Transcribe every record below word for word.

[Start of Attachment]

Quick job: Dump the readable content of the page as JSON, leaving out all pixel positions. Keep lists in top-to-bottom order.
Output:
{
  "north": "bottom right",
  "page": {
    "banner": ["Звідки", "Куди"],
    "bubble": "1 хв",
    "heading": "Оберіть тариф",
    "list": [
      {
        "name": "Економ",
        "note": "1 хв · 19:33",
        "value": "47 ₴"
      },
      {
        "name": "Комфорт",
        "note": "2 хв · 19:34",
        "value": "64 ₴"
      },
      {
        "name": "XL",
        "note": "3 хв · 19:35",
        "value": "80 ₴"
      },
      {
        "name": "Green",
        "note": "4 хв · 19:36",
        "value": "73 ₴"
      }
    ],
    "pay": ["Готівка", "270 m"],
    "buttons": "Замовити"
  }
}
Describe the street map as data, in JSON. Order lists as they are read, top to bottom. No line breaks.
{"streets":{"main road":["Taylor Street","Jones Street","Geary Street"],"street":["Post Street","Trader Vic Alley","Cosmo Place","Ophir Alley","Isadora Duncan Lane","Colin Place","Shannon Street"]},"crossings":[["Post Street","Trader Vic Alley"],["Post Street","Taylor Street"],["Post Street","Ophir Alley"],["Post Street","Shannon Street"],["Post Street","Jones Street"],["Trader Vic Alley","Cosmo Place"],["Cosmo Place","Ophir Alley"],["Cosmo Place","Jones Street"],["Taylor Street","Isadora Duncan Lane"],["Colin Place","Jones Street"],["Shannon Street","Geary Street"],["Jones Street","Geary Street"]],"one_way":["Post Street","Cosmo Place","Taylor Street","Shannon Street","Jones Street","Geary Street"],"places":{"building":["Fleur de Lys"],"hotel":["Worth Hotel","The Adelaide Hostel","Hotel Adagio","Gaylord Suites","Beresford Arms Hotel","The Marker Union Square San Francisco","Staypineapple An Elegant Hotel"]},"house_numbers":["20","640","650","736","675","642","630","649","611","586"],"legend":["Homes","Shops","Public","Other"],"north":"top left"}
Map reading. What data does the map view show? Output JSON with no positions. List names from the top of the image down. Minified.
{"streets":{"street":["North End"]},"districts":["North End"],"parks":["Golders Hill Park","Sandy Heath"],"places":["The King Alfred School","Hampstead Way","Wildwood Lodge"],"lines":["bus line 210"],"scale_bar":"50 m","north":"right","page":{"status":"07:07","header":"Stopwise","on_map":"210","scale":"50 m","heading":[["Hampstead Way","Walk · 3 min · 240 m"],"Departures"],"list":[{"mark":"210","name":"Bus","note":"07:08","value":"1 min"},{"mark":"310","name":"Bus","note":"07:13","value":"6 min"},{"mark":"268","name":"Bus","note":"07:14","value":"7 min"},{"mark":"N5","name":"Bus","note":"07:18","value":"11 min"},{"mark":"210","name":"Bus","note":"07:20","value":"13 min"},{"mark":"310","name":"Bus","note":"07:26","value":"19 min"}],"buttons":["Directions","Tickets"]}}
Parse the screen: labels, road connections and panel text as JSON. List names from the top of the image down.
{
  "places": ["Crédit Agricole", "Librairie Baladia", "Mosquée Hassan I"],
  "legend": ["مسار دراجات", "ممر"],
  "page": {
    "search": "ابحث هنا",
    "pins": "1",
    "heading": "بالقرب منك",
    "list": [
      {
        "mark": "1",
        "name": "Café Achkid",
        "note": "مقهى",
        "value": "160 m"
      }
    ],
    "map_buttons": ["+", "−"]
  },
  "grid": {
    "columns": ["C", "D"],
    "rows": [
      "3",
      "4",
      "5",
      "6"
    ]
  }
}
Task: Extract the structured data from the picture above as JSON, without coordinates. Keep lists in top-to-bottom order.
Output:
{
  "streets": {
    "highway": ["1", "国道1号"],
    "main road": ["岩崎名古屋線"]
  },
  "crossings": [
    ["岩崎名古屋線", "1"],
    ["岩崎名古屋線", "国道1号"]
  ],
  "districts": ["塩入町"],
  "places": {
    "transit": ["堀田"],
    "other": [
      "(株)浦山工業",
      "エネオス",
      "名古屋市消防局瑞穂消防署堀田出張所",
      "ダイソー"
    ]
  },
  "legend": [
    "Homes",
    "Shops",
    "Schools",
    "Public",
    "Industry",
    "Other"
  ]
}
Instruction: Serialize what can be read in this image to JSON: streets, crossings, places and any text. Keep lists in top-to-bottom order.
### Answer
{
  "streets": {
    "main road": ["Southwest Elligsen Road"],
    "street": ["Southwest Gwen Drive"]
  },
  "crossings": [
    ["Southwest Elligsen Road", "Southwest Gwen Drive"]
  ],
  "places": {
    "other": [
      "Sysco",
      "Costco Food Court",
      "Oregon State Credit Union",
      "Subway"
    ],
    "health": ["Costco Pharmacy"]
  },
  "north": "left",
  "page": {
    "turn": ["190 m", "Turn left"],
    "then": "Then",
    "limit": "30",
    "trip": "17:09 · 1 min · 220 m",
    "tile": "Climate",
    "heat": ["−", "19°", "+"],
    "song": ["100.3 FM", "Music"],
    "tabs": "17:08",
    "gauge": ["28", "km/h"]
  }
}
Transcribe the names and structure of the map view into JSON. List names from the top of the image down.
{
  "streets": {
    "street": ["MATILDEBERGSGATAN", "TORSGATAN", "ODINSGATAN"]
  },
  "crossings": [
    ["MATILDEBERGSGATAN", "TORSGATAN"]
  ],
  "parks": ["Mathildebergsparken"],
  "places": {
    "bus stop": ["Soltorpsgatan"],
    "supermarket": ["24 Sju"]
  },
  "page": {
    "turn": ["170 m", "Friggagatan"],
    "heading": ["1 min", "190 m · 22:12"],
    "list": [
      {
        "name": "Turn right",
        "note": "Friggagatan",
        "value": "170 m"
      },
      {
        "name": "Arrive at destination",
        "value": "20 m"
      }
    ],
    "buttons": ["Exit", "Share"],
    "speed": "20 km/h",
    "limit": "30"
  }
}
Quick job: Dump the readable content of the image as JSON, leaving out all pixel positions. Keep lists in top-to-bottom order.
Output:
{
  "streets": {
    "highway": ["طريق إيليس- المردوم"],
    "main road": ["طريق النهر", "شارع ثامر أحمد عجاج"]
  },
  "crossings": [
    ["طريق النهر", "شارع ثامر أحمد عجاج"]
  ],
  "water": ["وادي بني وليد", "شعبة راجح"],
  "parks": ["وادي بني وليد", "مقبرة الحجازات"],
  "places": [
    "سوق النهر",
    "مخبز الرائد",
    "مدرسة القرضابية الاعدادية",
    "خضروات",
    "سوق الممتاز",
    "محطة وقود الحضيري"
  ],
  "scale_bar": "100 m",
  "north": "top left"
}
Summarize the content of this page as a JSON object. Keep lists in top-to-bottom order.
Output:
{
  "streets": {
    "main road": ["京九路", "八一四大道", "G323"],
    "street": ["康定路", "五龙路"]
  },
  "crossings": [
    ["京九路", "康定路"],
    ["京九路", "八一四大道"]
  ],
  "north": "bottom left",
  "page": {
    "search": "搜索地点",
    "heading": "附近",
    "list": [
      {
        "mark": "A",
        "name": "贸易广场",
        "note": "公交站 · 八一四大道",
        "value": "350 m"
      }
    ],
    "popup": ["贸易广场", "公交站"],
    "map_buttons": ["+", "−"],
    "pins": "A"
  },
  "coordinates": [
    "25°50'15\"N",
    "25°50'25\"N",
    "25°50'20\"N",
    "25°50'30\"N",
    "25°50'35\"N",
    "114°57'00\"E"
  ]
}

[End of Attachment]

§ Solution to this exercise:
Quick job: Dump the readable content of the page as JSON, leaving out all pixel positions. Keep lists in top-to-bottom order.
Output:
{
  "north": "bottom right",
  "page": {
    "banner": ["Звідки", "Куди"],
    "bubble": "1 хв",
    "heading": "Оберіть тариф",
    "list": [
      {
        "name": "Економ",
        "note": "1 хв · 19:33",
        "value": "47 ₴"
      },
      {
        "name": "Комфорт",
        "note": "2 хв · 19:34",
        "value": "64 ₴"
      },
      {
        "name": "XL",
        "note": "3 хв · 19:35",
        "value": "80 ₴"
      },
      {
        "name": "Green",
        "note": "4 хв · 19:36",
        "value": "73 ₴"
      }
    ],
    "pay": ["Готівка", "270 m"],
    "buttons": "Замовити"
  }
}
Describe the street map as data, in JSON. Order lists as they are read, top to bottom. No line breaks.
{"streets":{"main road":["Taylor Street","Jones Street","Geary Street"],"street":["Post Street","Trader Vic Alley","Cosmo Place","Ophir Alley","Isadora Duncan Lane","Colin Place","Shannon Street"]},"crossings":[["Post Street","Trader Vic Alley"],["Post Street","Taylor Street"],["Post Street","Ophir Alley"],["Post Street","Shannon Street"],["Post Street","Jones Street"],["Trader Vic Alley","Cosmo Place"],["Cosmo Place","Ophir Alley"],["Cosmo Place","Jones Street"],["Taylor Street","Isadora Duncan Lane"],["Colin Place","Jones Street"],["Shannon Street","Geary Street"],["Jones Street","Geary Street"]],"one_way":["Post Street","Cosmo Place","Taylor Street","Shannon Street","Jones Street","Geary Street"],"places":{"building":["Fleur de Lys"],"hotel":["Worth Hotel","The Adelaide Hostel","Hotel Adagio","Gaylord Suites","Beresford Arms Hotel","The Marker Union Square San Francisco","Staypineapple An Elegant Hotel"]},"house_numbers":["20","640","650","736","675","642","630","649","611","586"],"legend":["Homes","Shops","Public","Other"],"north":"top left"}
Map reading. What data does the map view show? Output JSON with no positions. List names from the top of the image down. Minified.
{"streets":{"street":["North End"]},"districts":["North End"],"parks":["Golders Hill Park","Sandy Heath"],"places":["The King Alfred School","Hampstead Way","Wildwood Lodge"],"lines":["bus line 210"],"scale_bar":"50 m","north":"right","page":{"status":"07:07","header":"Stopwise","on_map":"210","scale":"50 m","heading":[["Hampstead Way","Walk · 3 min · 240 m"],"Departures"],"list":[{"mark":"210","name":"Bus","note":"07:08","value":"1 min"},{"mark":"310","name":"Bus","note":"07:13","value":"6 min"},{"mark":"268","name":"Bus","note":"07:14","value":"7 min"},{"mark":"N5","name":"Bus","note":"07:18","value":"11 min"},{"mark":"210","name":"Bus","note":"07:20","value":"13 min"},{"mark":"310","name":"Bus","note":"07:26","value":"19 min"}],"buttons":["Directions","Tickets"]}}
Parse the screen: labels, road connections and panel text as JSON. List names from the top of the image down.
{
  "places": ["Crédit Agricole", "Librairie Baladia", "Mosquée Hassan I"],
  "legend": ["مسار دراجات", "ممر"],
  "page": {
    "search": "ابحث هنا",
    "pins": "1",
    "heading": "بالقرب منك",
    "list": [
      {
        "mark": "1",
        "name": "Café Achkid",
        "note": "مقهى",
        "value": "160 m"
      }
    ],
    "map_buttons": ["+", "−"]
  },
  "grid": {
    "columns": ["C", "D"],
    "rows": [
      "3",
      "4",
      "5",
      "6"
    ]
  }
}
Task: Extract the structured data from the picture above as JSON, without coordinates. Keep lists in top-to-bottom order.
Output:
{
  "streets": {
    "highway": ["1", "国道1号"],
    "main road": ["岩崎名古屋線"]
  },
  "crossings": [
    ["岩崎名古屋線", "1"],
    ["岩崎名古屋線", "国道1号"]
  ],
  "districts": ["塩入町"],
  "places": {
    "transit": ["堀田"],
    "other": [
      "(株)浦山工業",
      "エネオス",
      "名古屋市消防局瑞穂消防署堀田出張所",
      "ダイソー"
    ]
  },
  "legend": [
    "Homes",
    "Shops",
    "Schools",
    "Public",
    "Industry",
    "Other"
  ]
}
Instruction: Serialize what can be read in this image to JSON: streets, crossings, places and any text. Keep lists in top-to-bottom order.
### Answer
{
  "streets": {
    "main road": ["Southwest Elligsen Road"],
    "street": ["Southwest Gwen Drive"]
  },
  "crossings": [
    ["Southwest Elligsen Road", "Southwest Gwen Drive"]
  ],
  "places": {
    "other": [
      "Sysco",
      "Costco Food Court",
      "Oregon State Credit Union",
      "Subway"
    ],
    "health": ["Costco Pharmacy"]
  },
  "north": "left",
  "page": {
    "turn": ["190 m", "Turn left"],
    "then": "Then",
    "limit": "30",
    "trip": "17:09 · 1 min · 220 m",
    "tile": "Climate",
    "heat": ["−", "19°", "+"],
    "song": ["100.3 FM", "Music"],
    "tabs": "17:08",
    "gauge": ["28", "km/h"]
  }
}
Transcribe the names and structure of the map view into JSON. List names from the top of the image down.
{
  "streets": {
    "street": ["MATILDEBERGSGATAN", "TORSGATAN", "ODINSGATAN"]
  },
  "crossings": [
    ["MATILDEBERGSGATAN", "TORSGATAN"]
  ],
  "parks": ["Mathildebergsparken"],
  "places": {
    "bus stop": ["Soltorpsgatan"],
    "supermarket": ["24 Sju"]
  },
  "page": {
    "turn": ["170 m", "Friggagatan"],
    "heading": ["1 min", "190 m · 22:12"],
    "list": [
      {
        "name": "Turn right",
        "note": "Friggagatan",
        "value": "170 m"
      },
      {
        "name": "Arrive at destination",
        "value": "20 m"
      }
    ],
    "buttons": ["Exit", "Share"],
    "speed": "20 km/h",
    "limit": "30"
  }
}
Quick job: Dump the readable content of the image as JSON, leaving out all pixel positions. Keep lists in top-to-bottom order.
Output:
{
  "streets": {
    "highway": ["طريق إيليس- المردوم"],
    "main road": ["طريق النهر", "شارع ثامر أحمد عجاج"]
  },
  "crossings": [
    ["طريق النهر", "شارع ثامر أحمد عجاج"]
  ],
  "water": ["وادي بني وليد", "شعبة راجح"],
  "parks": ["وادي بني وليد", "مقبرة الحجازات"],
  "places": [
    "سوق النهر",
    "مخبز الرائد",
    "مدرسة القرضابية الاعدادية",
    "خضروات",
    "سوق الممتاز",
    "محطة وقود الحضيري"
  ],
  "scale_bar": "100 m",
  "north": "top left"
}
Summarize the content of this page as a JSON object. Keep lists in top-to-bottom order.
Output:
{
  "streets": {
    "main road": ["京九路", "八一四大道", "G323"],
    "street": ["康定路", "五龙路"]
  },
  "crossings": [
    ["京九路", "康定路"],
    ["京九路", "八一四大道"]
  ],
  "north": "bottom left",
  "page": {
    "search": "搜索地点",
    "heading": "附近",
    "list": [
      {
        "mark": "A",
        "name": "贸易广场",
        "note": "公交站 · 八一四大道",
        "value": "350 m"
      }
    ],
    "popup": ["贸易广场", "公交站"],
    "map_buttons": ["+", "−"],
    "pins": "A"
  },
  "coordinates": [
    "25°50'15\"N",
    "25°50'25\"N",
    "25°50'20\"N",
    "25°50'30\"N",
    "25°50'35\"N",
    "114°57'00\"E"
  ]
}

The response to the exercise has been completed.